Y entonces uno advertía que el joven buscador de la verdad estaba en erección de una manera chocante. Beatrice todavía no se había dado cuenta. El joven Crono, moreno y peligroso como su madre, ya estaba cometiendo o intentando su primer acto de vandalismo.

Estaba tratando de inscribir una mala palabra terrena en la base de la estatua en la cual se había apoyado. Intentaba hacerlo con la punta aguda de su amuleto.

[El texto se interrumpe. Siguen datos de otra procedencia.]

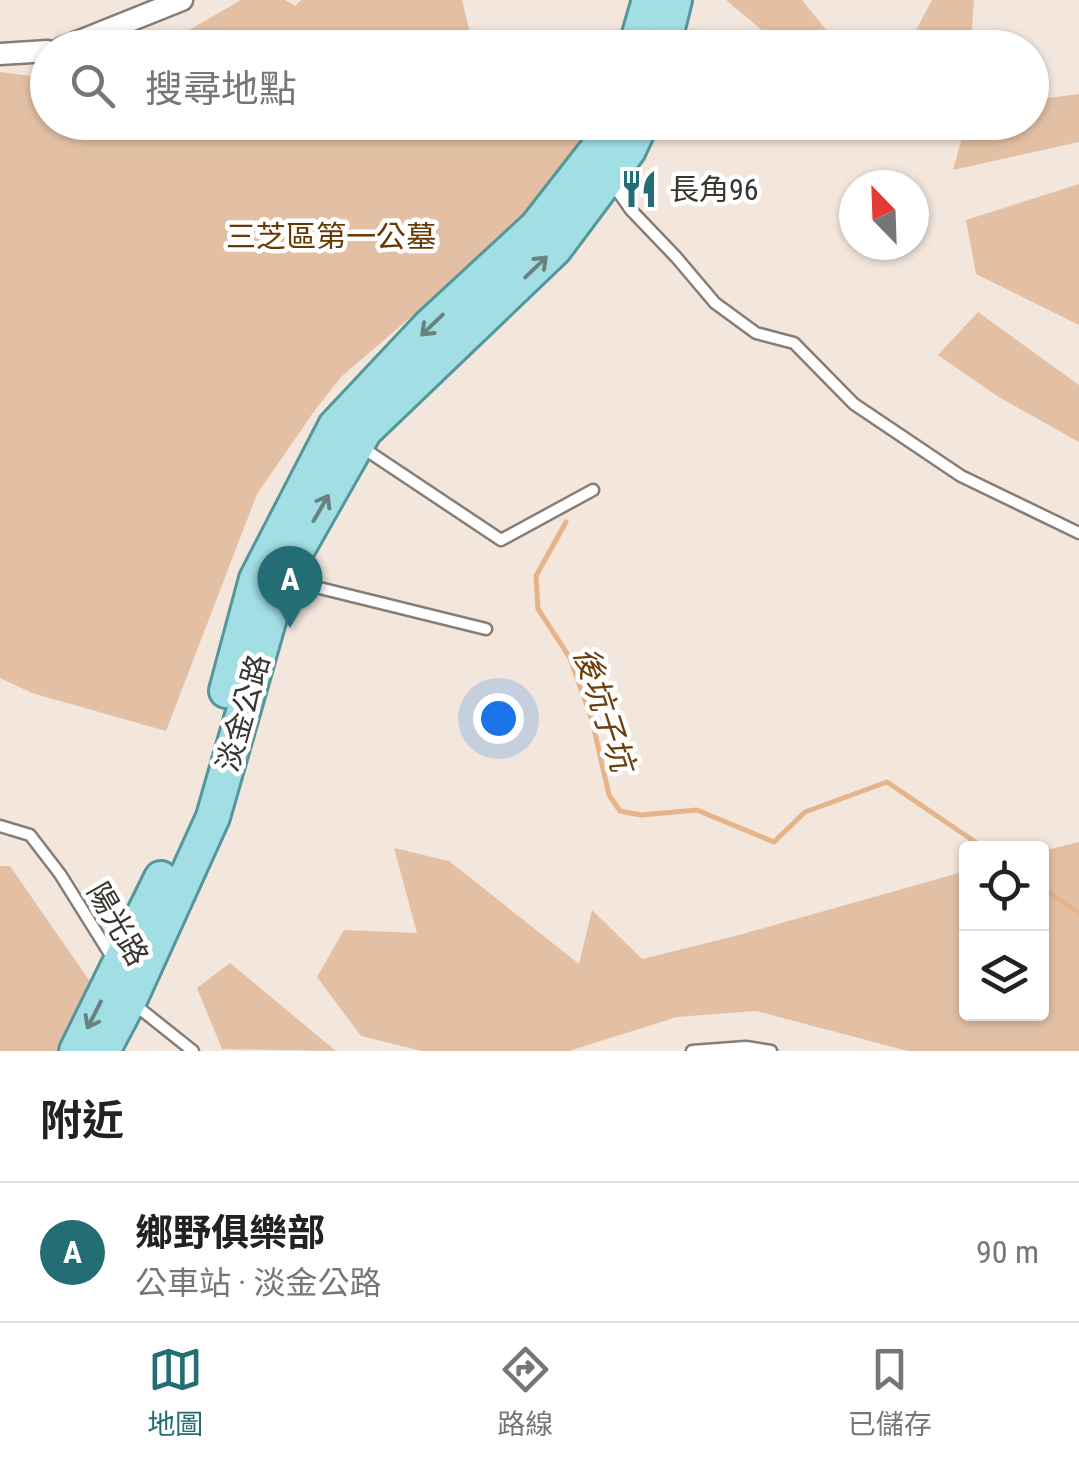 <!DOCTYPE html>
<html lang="zh-TW">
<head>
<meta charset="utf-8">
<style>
  :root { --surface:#fff; --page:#f6f6f6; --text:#222; --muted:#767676; --line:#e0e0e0; --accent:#236e74 }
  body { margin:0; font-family:"Roboto Condensed","Noto Sans TC",sans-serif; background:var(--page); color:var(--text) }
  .controls { position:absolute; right:30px; bottom:30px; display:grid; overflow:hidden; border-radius:10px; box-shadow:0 2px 8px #0004 }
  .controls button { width:90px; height:90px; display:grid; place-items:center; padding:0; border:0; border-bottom:2px solid var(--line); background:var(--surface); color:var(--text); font:50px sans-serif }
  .compass { position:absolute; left:839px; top:170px; width:90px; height:90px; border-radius:50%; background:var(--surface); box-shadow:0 2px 8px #0004; rotate:337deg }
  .you { position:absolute; left:498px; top:718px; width:35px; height:35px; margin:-25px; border:8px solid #fff; border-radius:50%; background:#1a73e8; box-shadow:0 0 0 15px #1a73e833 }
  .badge { display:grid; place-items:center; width:65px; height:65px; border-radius:50%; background:var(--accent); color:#fff; font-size:32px; font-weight:700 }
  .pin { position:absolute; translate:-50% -82px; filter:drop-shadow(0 2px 5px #0008) }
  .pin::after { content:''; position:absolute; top:52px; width:35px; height:30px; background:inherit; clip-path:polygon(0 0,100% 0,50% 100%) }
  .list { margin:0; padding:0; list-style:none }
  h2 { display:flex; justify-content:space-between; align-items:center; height:130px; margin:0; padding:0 40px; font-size:42px }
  h2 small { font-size:32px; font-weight:400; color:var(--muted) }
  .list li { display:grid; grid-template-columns:65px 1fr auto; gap:30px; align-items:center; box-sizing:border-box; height:140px; padding:0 40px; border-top:2px solid var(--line) }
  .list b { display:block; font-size:38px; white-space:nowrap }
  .list p { margin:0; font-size:32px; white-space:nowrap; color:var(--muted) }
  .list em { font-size:32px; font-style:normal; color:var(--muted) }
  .icon { flex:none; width:55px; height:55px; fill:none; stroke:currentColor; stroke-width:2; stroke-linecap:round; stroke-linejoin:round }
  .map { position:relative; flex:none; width:1079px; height:1051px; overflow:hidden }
  .search { position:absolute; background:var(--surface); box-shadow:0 2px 8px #0004; left:30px; right:30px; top:30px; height:110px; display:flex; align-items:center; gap:25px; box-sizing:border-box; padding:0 35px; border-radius:55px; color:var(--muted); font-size:38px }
  .sheet { height:270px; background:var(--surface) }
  nav { display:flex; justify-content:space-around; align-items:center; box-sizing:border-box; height:140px; border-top:2px solid var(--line); background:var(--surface); font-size:28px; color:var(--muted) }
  nav a { display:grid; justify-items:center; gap:5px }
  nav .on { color:var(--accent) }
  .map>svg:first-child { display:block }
  .green { fill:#e3c0a4 }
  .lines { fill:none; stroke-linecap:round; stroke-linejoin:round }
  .stream { stroke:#e7b388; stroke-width:5 }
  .service-casing { stroke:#877d74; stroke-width:15 }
  .minor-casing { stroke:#877d74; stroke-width:25 }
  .primary-casing { stroke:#55969a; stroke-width:38 }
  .service { stroke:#fff; stroke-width:10 }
  .minor { stroke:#fff; stroke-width:20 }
  .primary { stroke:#a2dfe4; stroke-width:32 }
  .oneway { stroke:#688282 }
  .labels { text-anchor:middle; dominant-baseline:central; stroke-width:9; stroke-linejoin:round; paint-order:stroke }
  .poi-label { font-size:30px; fill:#393531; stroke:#fff; text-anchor:start }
  .park-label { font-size:30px; fill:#683903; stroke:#fff }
  .street-label { font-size:30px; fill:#393531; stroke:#fff }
  .water-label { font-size:32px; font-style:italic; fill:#6d3e0a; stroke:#fff }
</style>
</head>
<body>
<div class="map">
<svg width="1079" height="1051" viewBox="0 0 1079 1051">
  <rect width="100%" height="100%" fill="#f2e6dd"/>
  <g class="green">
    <polygon points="241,0 285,0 295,6 301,0 462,0 472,42 478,47 160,47"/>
    <polygon points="726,0 802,0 840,47 782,47"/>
    <polygon points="932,0 974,0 971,39 964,47 913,47 913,36"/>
    <polygon points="0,72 47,78 48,122 563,122 592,133 517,226 341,377 315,410 257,494 166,731 32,693 0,678"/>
    <polygon points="1079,94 1079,142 953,170 966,123 1032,122 1032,100"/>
    <polygon points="1079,184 1079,325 976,274 966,220"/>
    <polygon points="978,312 1079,385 1079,442 997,396 938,355"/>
    <polygon points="1079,842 1079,1051 908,1051 756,1011 677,1017 569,1051 422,1051 361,1036 317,977 344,930 417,933 394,848 449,861 579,964 592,910 642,959 739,935 966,871 966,1014 1042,1014 1042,851"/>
    <polygon points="0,866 10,866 93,986 61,1051 0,1051"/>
    <polygon points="230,963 336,1051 222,1049 197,988"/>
  </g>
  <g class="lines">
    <g class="stream">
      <polyline points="566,522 536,576 538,609 570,658 592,720 609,795 620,811 641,815 697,810 774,842 805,812 887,782 984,848"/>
      <polyline points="1042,888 1079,913"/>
    </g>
    <g class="service-casing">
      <g id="service">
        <polyline points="612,183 631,210 676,257 715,303 756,333 794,343 854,404 961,476 1079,533"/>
        <polyline points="363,448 501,540 593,490"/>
        <polyline points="287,580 486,629"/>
        <polyline points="0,826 30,835 60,874 115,962"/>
        <polyline points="134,1004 193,1051"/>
        <polyline points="692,1051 746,1047 771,1051"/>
      </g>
    </g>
    <g class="minor-casing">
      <g id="minor">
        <polyline points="62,48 182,0"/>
        <polyline points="0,54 48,51"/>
      </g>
    </g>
    <g class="primary-casing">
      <g id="primary">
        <polyline points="635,48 649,0"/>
        <polyline points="663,48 675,0"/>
        <polyline points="226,691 256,579 335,426 429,326 536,227 607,136 611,122"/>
        <polyline points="76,1051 161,878"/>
        <polyline points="103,1051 130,1000 213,817 281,579 365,431 555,249 629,150 642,122"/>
      </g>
    </g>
    <use href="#service" class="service"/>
    <use href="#minor" class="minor"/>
    <use href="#primary" class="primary"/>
  </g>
  <defs><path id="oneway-shaft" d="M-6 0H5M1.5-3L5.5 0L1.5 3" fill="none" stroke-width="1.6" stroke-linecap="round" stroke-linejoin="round" transform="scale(2.5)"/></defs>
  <g class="oneway">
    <use href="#oneway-shaft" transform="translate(536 267) rotate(-44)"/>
    <use href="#oneway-shaft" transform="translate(432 325) rotate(136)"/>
    <use href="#oneway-shaft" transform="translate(321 508) rotate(-60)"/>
    <use href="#oneway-shaft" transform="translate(94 1015) rotate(117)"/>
  </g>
  <defs>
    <g id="restaurant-bare" transform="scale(3)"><path d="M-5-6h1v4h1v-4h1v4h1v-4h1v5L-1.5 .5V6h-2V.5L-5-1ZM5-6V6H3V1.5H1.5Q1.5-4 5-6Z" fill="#236e74" stroke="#fff" stroke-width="2.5" paint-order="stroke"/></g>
  </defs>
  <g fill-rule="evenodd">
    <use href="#restaurant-bare" x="639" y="189"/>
  </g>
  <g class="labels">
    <g class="poi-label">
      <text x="669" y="189">長角96</text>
    </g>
    <g class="park-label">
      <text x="331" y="236">三芝區第一公墓</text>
    </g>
    <g class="street-label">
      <text transform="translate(243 713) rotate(-74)">淡金公路</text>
      <text transform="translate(118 924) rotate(60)">陽光路</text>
    </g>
    <g class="water-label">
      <text transform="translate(604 709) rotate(72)">後坑子坑</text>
    </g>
  </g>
</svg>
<div class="controls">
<button><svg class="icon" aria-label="locate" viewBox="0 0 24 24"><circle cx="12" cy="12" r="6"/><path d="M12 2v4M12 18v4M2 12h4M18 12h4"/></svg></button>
<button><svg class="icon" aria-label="layers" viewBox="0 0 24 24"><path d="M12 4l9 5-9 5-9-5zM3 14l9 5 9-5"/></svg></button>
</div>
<svg class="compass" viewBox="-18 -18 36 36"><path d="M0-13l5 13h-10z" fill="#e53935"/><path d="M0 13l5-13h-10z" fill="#767676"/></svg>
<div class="you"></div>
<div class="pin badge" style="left:290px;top:628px">A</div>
<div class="search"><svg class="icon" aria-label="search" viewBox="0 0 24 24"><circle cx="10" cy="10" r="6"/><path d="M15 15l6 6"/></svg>搜尋地點</div>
</div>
<section class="sheet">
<h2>附近<small></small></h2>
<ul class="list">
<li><span class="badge">A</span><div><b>鄉野俱樂部</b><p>公車站 · 淡金公路</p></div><em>90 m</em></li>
</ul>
</section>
<nav>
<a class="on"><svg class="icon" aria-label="map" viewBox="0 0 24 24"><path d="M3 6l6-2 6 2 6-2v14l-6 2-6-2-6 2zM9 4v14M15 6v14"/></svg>地圖</a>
<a><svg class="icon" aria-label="directions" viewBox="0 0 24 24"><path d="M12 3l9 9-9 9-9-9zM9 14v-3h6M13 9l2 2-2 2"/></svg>路線</a>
<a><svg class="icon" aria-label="saved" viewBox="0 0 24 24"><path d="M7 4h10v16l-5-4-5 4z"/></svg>已儲存</a>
</nav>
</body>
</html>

La turba titánica estacionada, casi tan dura como el diamante, fue la que en cambio melló la punta. La estatua en la que Crono estaba trabajando era un grupo familiar, un hombre de Neanderthal, su compañera y su hijo. Era una obra muy conmovedora. Las criaturas achaparradas, andrajosas y desvalidas eran tan feas que resultaban hermosas.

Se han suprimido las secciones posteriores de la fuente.